[Given records — start]

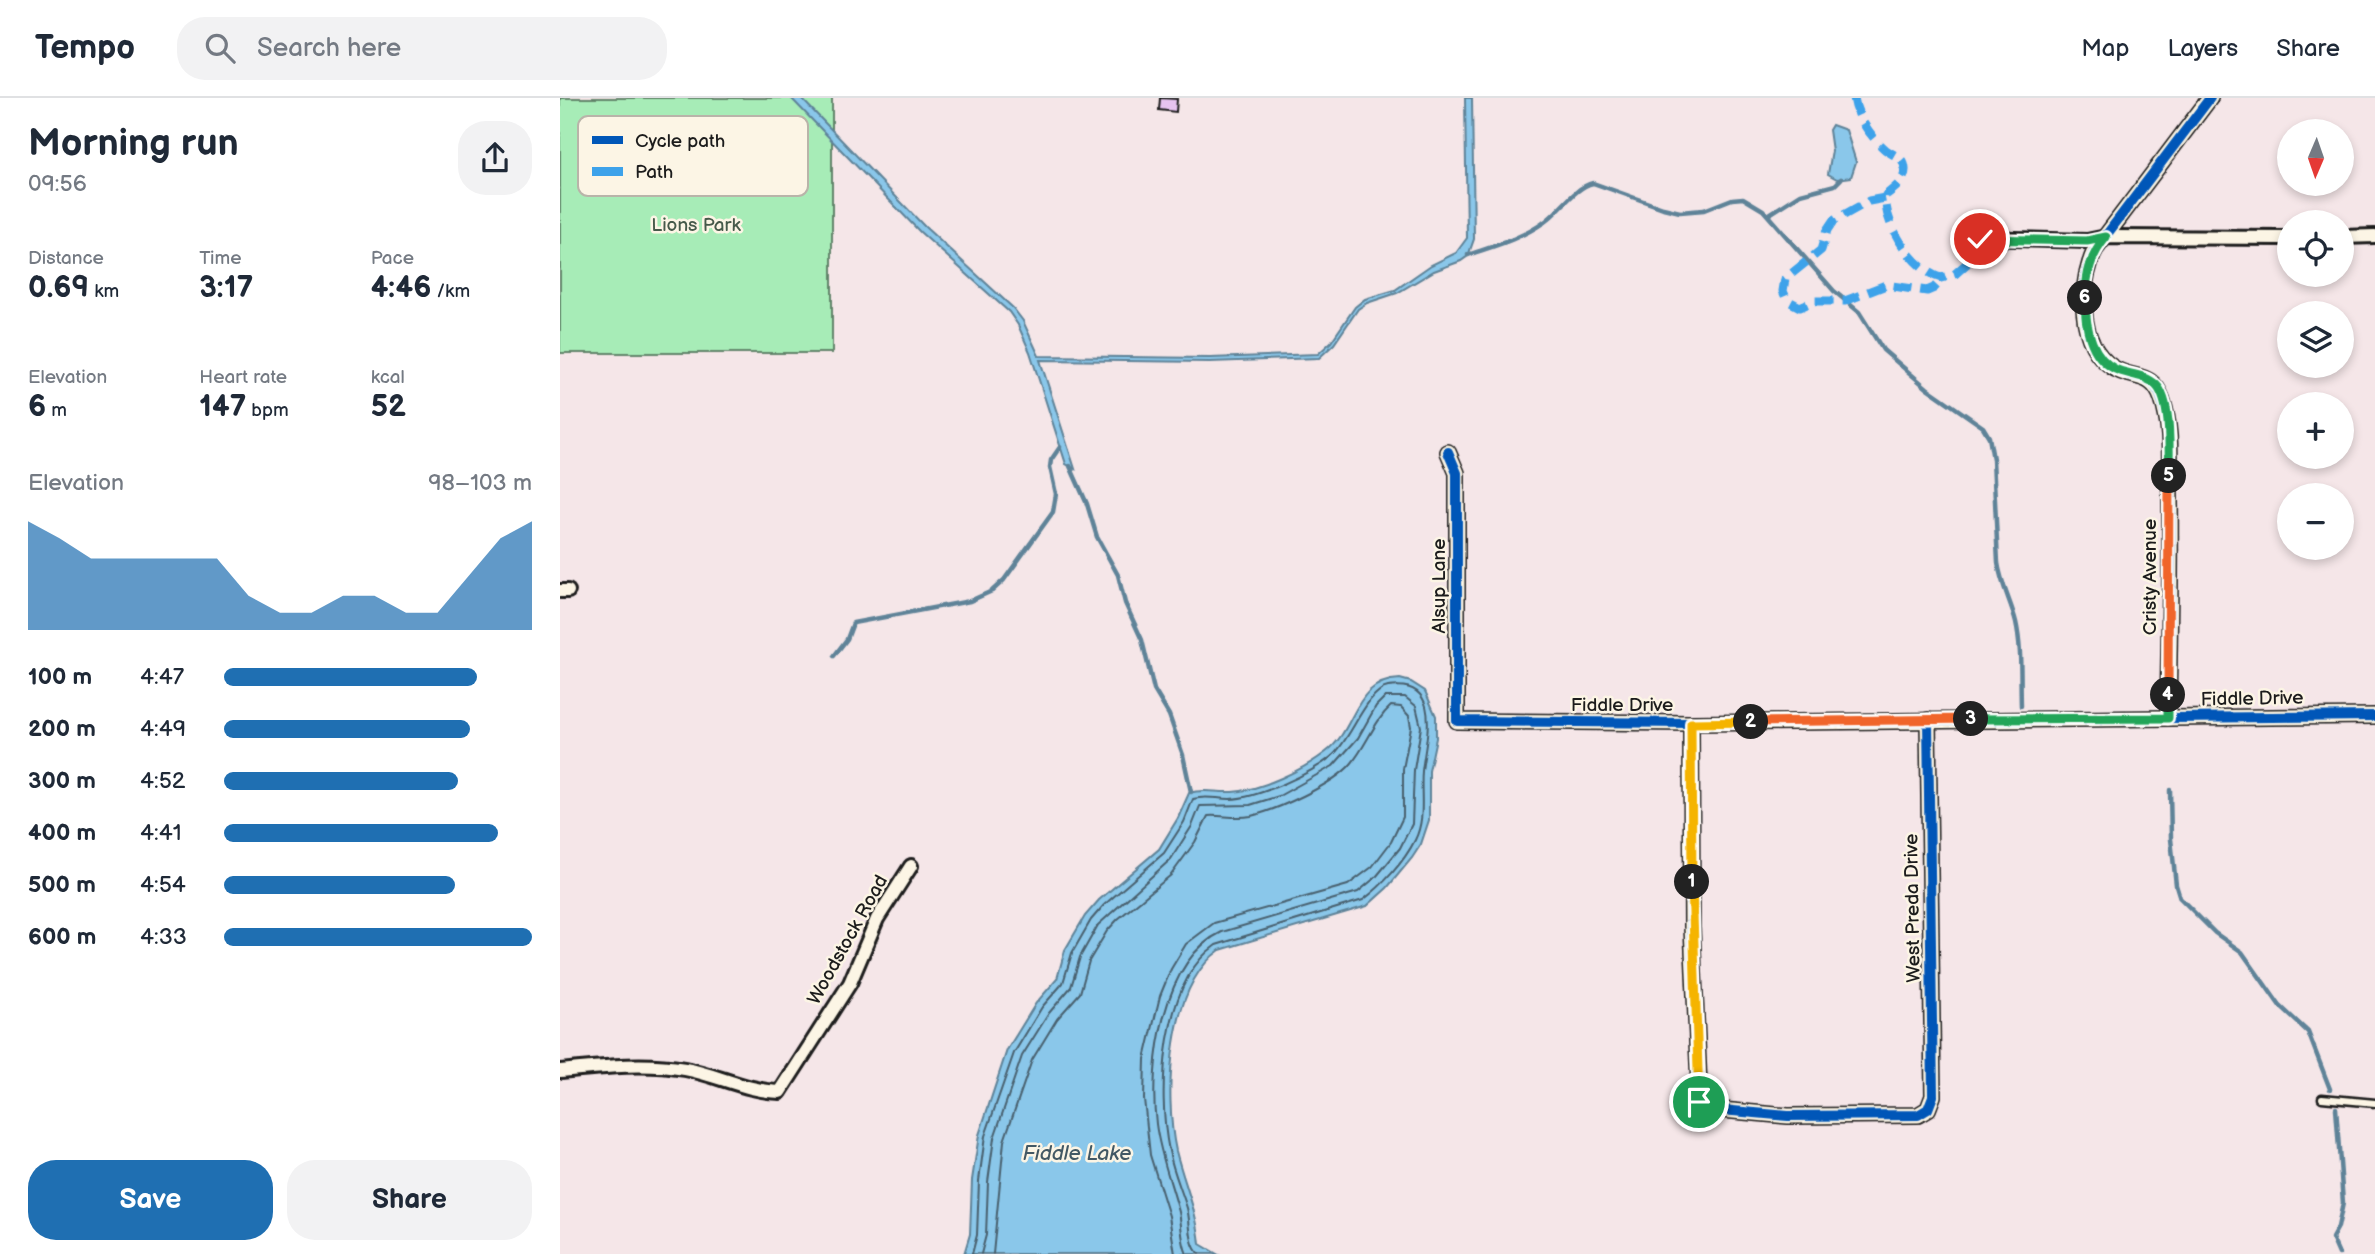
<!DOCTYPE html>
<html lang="en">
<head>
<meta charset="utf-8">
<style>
  :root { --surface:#fff; --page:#f2f2f3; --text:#1f2937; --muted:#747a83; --line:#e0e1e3; --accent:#1f6fb2 }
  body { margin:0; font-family:"Balsamiq Sans",sans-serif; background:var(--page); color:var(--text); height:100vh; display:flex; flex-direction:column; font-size:26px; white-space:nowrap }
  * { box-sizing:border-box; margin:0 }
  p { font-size:23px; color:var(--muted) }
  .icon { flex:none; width:38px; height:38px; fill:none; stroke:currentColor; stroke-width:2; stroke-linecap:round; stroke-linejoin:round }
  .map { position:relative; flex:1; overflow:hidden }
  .sheet { display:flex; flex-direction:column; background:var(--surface); width:560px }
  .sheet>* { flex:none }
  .needle { width:46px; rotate:182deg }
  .buttons { position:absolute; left:1717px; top:21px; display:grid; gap:14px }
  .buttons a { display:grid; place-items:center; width:77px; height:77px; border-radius:50%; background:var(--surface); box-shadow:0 4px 10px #0003; font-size:35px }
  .pin { position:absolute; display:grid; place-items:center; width:60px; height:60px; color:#fff; margin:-30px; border:4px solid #fff; border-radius:50%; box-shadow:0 2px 7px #0007 }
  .km { position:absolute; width:35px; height:35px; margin:-18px; border-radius:50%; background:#222; color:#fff; font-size:19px; line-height:35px; text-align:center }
  .round { display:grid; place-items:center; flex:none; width:74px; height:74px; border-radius:28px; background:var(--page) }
  .overview { display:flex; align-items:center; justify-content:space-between; height:119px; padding:0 28px }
  h1 { font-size:38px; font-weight:600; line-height:52px }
  .metrics { display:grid; grid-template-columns:repeat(3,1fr); gap:10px; height:119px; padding:7px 28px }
  .metrics div { display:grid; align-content:center }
  .metrics b { font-size:30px; font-weight:600 }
  .metrics small { font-size:19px; font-weight:400 }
  .metrics p { font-size:19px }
  .chart { height:196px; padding:14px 28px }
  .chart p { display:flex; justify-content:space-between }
  .chart svg { width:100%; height:126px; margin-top:7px; fill:var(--accent); opacity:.7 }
  .action { display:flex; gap:14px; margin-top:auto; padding:14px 28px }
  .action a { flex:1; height:80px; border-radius:28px; background:var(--accent); color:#fff; font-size:28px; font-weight:600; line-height:80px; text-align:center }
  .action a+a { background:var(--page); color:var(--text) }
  ul { padding:0 28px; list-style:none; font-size:23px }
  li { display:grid; grid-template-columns:112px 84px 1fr; align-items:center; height:52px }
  li i { height:18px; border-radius:9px; background:var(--accent) }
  header { display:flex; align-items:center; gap:42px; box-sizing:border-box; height:98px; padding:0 35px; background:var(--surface); border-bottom:2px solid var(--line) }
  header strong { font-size:33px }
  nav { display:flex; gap:38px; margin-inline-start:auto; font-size:24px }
  .search { width:490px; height:63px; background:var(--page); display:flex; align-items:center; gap:18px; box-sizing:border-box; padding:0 24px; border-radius:28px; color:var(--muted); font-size:26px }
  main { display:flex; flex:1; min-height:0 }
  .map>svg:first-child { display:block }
</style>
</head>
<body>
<header>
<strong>Tempo</strong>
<div class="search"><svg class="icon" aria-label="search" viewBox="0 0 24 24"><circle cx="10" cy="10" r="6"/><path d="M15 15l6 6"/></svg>Search here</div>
<nav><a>Map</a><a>Layers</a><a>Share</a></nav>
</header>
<main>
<section class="sheet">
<div class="overview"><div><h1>Morning run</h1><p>09:56</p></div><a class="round"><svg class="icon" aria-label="share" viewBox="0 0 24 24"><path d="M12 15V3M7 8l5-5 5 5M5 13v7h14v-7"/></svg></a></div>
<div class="metrics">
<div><p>Distance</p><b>0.69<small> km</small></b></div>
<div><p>Time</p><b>3:17</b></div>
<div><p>Pace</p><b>4:46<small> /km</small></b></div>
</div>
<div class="metrics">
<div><p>Elevation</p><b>6<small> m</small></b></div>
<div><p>Heart rate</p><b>147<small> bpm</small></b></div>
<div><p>kcal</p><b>52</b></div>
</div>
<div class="chart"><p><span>Elevation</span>98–103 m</p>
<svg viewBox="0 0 160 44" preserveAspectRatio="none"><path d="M0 44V6L10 12L20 19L30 19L40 19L50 19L60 19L70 32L80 38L90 38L100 32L110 32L120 38L130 38L140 25L150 12L160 6V44z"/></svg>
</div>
<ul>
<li><b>100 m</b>4:47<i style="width:82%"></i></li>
<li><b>200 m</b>4:49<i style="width:80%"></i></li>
<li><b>300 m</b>4:52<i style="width:76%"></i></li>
<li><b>400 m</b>4:41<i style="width:89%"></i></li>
<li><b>500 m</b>4:54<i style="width:75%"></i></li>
<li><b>600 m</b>4:33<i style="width:100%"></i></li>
</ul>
<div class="action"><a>Save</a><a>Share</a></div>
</section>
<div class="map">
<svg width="1815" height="1156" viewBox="0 0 1815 1156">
  <rect width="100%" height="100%" fill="#f5e6e8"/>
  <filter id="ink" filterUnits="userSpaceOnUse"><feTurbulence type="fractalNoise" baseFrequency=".0143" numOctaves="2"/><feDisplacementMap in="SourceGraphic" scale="14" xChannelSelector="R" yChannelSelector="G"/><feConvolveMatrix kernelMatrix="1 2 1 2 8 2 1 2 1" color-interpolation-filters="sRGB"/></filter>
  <g filter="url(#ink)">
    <rect fill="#a7ecb7" stroke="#62846a" stroke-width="2" x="0" y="0" width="272" height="255"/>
    <g fill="#8ac7ea" stroke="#5e8398" stroke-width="2">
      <path d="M231,0H241L365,129L453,210L463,223L479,258L650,260L758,256L771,244L795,209L805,201L835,192L871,167L896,155L907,140L905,0H912L914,141L908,158L901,163L874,173L837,195L807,205L798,211L774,246L759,260L650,264L480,262L515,371L506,366L470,254L458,227L449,214L360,134Z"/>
      <path d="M1272,27L1286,32L1296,64L1291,79L1277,81L1268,76L1272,53L1269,32Z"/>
      <path d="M840,581L851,584L865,593L876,618V640L869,673V722L861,746L852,760L827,790L807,808L660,852C608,888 604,998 616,1053C624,1085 637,1113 640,1146L657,1156H404L410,1136L412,1082L419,1037L447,952L476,905L497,881L505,852L525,818L539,802L599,751L618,720L629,695C644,690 656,695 672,694C701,692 743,672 766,654C798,630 792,583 840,581Z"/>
    </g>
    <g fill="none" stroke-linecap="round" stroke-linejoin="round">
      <g stroke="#48606e" stroke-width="2">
        <path d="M412,1156L417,1137L419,1083L425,1038L454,955L482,909L503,885L512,855L531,822L544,807L604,755L624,724L633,701C646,697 657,701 670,701C698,700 751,676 772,658C791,642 806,593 828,589C885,580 865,644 862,673C860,697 866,720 855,742C844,764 823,787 803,802L656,847C602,884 597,995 609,1053C613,1073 621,1091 627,1110C631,1125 628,1145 639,1156"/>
        <path d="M421,1156L426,1137L428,1084L434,1040L462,958L489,915L511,889L520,859L538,827L611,761L632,728L640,708L690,707L719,698L773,668L798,640L816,608L825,599H845L856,608L861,629L854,672L852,726L840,750L816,779L798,794L662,834C602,862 589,967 596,1026C600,1057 611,1084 619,1114C622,1128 621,1144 627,1156"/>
        <path d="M433,1156L444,1043L472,962L497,921L520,895L529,863L547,833L558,821L611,777L635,744L648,718C662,717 676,721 691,718C717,712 774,686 791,666C806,649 814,623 831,608L841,609L849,618L851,629L843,671V719L831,744L812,769L788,787L654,825L626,846L611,871L600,898L585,961L584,1001L590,1057L609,1118L615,1156"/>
      </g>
      <g stroke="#5e8398" stroke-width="4.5">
        <path d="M1208,117L1241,96L1275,87L1281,81"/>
        <path d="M908,157C934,148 960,141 983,125C999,115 1014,89 1033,85L1103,110L1120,114L1144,112L1172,101L1183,100L1203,112L1274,193L1299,214L1323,252L1367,290L1423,329L1429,339L1433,361L1438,465C1441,486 1451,504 1456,524C1462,551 1460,580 1461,608"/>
        <path d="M510,368L527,406L537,439L558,477L565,505L582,542L594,592L609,617L623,657L631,694"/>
        <path d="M274,558L287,541L293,525L410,503L432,493L444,482L493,414L496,396L490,369L491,362L500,349"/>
        <path d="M1610,692L1611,741L1616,787L1620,800L1655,835L1682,854L1720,908L1748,934L1770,991"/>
        <path d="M1776,1010L1783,1105L1778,1129L1772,1140L1779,1156"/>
      </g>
    </g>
    <path fill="#e6c3ef" stroke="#1c1c1c" stroke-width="2" d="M600,0L617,1L616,14L599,12Z"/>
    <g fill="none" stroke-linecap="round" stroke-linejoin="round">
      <defs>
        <path id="lane" d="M1762,1000L1815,1005"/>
        <g id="street">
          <path d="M1782,139L1815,138"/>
          <path d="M1420,140L1527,143L1546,139L1729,140"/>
          <path d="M888,354L897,375V623L1131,625L1815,618"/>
          <path d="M0,493H8"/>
          <path d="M1608,620C1609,547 1611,474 1610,401C1609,369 1613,333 1602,301C1592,272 1573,283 1552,269C1517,245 1519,188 1535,152L1650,0"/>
          <path d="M1131,625L1132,829L1140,1010L1228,1018L1358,1017L1368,1011L1373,998L1368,622"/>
          <path d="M0,973C41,969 84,964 125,971C158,977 186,993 220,994L290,885L317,821L351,768"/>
        </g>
      </defs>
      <use href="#lane" stroke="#1c1c1c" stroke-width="11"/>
      <use href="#street" stroke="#1c1c1c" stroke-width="18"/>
      <use href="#lane" stroke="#fcf5e5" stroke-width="6"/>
      <use href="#street" stroke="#fcf5e5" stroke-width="12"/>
      <g stroke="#3da2ea" stroke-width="9" stroke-dasharray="18 9" stroke-linecap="butt">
        <path d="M1294,0C1297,20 1311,39 1326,52C1331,56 1341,59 1344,66C1349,80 1335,90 1326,97C1322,125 1354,173 1381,180L1395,176L1435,141"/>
        <path d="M1325,100L1309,103L1273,123L1267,132L1261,152L1225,181L1223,193L1227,202L1240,209L1254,203H1285L1326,187L1367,193L1374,190L1384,179"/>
      </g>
      <defs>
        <g id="cycleway">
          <path d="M888,354L897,375V623L1131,625L1815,618"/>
          <path d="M1608,620C1609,547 1611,474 1610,401C1609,369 1613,333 1602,301C1592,272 1573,283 1552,269C1517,245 1519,188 1535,152L1650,0"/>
          <path d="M1131,625L1132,829L1140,1010L1228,1018L1358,1017L1368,1011L1373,998L1368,622"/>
        </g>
      </defs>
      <use href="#cycleway" stroke="#fcf5e5" stroke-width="15"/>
      <use href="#cycleway" stroke="#0057b8" stroke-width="10"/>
    </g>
  </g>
  <g fill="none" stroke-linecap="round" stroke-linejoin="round" filter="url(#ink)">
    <defs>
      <path id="split-1" d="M1132,784L1139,1004"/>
      <path id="split-2" d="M1132,784L1131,625L1191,624"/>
      <path id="split-3" d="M1191,624L1411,621"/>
      <path id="split-4" d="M1411,621L1608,620V597"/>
      <path id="split-5" d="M1608,597L1609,378"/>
      <path id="split-6" d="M1525,200C1525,226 1529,258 1555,271C1568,277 1585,276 1596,287C1612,303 1609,355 1609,378"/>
      <path id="split-7" d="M1420,141L1527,143L1546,139C1530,158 1527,175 1525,200"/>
    </defs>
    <use href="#split-1" stroke="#fff" stroke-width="14"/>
    <use href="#split-2" stroke="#fff" stroke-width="14"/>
    <use href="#split-3" stroke="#fff" stroke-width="14"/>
    <use href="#split-4" stroke="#fff" stroke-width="14"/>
    <use href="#split-5" stroke="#fff" stroke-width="14"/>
    <use href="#split-6" stroke="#fff" stroke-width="14"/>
    <use href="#split-7" stroke="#fff" stroke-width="14"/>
    <use href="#split-1" stroke="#f5b400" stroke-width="9"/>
    <use href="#split-2" stroke="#f5b400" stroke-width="9"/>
    <use href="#split-3" stroke="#f0652b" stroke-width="9"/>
    <use href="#split-4" stroke="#22a559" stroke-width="9"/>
    <use href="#split-5" stroke="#f0652b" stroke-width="9"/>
    <use href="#split-6" stroke="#22a559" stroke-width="9"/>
    <use href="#split-7" stroke="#22a559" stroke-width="9"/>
  </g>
  <g text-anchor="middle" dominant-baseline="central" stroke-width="5" stroke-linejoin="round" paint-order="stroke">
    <g font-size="19" fill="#465a4a" stroke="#fcf5e5">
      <text x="136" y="127">Lions Park</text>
    </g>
    <g font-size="19" fill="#1c1c1c" stroke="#fcf5e5">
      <text transform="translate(1590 479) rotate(-90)">Cristy Avenue</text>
      <text transform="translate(879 488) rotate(-90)">Alsup Lane</text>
      <text transform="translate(1692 601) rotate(-1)">Fiddle Drive</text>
      <text x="1062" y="607">Fiddle Drive</text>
      <text transform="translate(1353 810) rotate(-91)">West Preda Drive</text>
      <text transform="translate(288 842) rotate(-61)">Woodstock Road</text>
    </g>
    <g font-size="21" font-style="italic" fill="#425864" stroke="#fcf5e5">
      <text x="517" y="1055">Fiddle Lake</text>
    </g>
  </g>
  <rect x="18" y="18" width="230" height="80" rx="10" fill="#fcf5e5" stroke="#b9b4a9" stroke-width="2"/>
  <rect x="32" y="38" width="31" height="8" fill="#0057b8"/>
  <rect x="32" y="69" width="31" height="9" fill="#3da2ea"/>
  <g font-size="19" fill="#1c1c1c">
    <text x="75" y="49">Cycle path</text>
    <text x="75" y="80">Path</text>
  </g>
</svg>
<div class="buttons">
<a><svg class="needle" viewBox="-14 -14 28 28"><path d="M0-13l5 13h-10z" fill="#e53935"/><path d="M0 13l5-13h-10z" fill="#747a83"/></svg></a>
<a><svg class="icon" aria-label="locate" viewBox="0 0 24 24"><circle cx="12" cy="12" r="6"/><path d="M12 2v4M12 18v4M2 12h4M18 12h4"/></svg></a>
<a><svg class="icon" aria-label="layers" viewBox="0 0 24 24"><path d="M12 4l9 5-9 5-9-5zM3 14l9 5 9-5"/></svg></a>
<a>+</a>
<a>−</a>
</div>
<div class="pin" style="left:1139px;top:1004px;background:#1e9e55"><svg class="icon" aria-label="arrive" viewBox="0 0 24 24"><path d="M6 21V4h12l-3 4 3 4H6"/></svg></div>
<div class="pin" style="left:1420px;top:141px;background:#d93025"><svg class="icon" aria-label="check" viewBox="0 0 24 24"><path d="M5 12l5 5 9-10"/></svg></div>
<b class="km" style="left:1132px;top:784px">1</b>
<b class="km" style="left:1191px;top:624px">2</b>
<b class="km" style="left:1411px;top:621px">3</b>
<b class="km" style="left:1608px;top:597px">4</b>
<b class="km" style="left:1609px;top:378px">5</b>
<b class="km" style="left:1525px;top:200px">6</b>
</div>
</main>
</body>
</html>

[Given records — finish]

Your task -> Take the lines above from the one containing "position:absolute; left:1717px; top:21px;" down to the one containing "padding:0 28px; list-style:none;", and transcribe them exactly, both ends included.

Answer space ->
  .buttons { position:absolute; left:1717px; top:21px; display:grid; gap:14px }
  .buttons a { display:grid; place-items:center; width:77px; height:77px; border-radius:50%; background:var(--surface); box-shadow:0 4px 10px #0003; font-size:35px }
  .pin { position:absolute; display:grid; place-items:center; width:60px; height:60px; color:#fff; margin:-30px; border:4px solid #fff; border-radius:50%; box-shadow:0 2px 7px #0007 }
  .km { position:absolute; width:35px; height:35px; margin:-18px; border-radius:50%; background:#222; color:#fff; font-size:19px; line-height:35px; text-align:center }
  .round { display:grid; place-items:center; flex:none; width:74px; height:74px; border-radius:28px; background:var(--page) }
  .overview { display:flex; align-items:center; justify-content:space-between; height:119px; padding:0 28px }
  h1 { font-size:38px; font-weight:600; line-height:52px }
  .metrics { display:grid; grid-template-columns:repeat(3,1fr); gap:10px; height:119px; padding:7px 28px }
  .metrics div { display:grid; align-content:center }
  .metrics b { font-size:30px; font-weight:600 }
  .metrics small { font-size:19px; font-weight:400 }
  .metrics p { font-size:19px }
  .chart { height:196px; padding:14px 28px }
  .chart p { display:flex; justify-content:space-between }
  .chart svg { width:100%; height:126px; margin-top:7px; fill:var(--accent); opacity:.7 }
  .action { display:flex; gap:14px; margin-top:auto; padding:14px 28px }
  .action a { flex:1; height:80px; border-radius:28px; background:var(--accent); color:#fff; font-size:28px; font-weight:600; line-height:80px; text-align:center }
  .action a+a { background:var(--page); color:var(--text) }
  ul { padding:0 28px; list-style:none; font-size:23px }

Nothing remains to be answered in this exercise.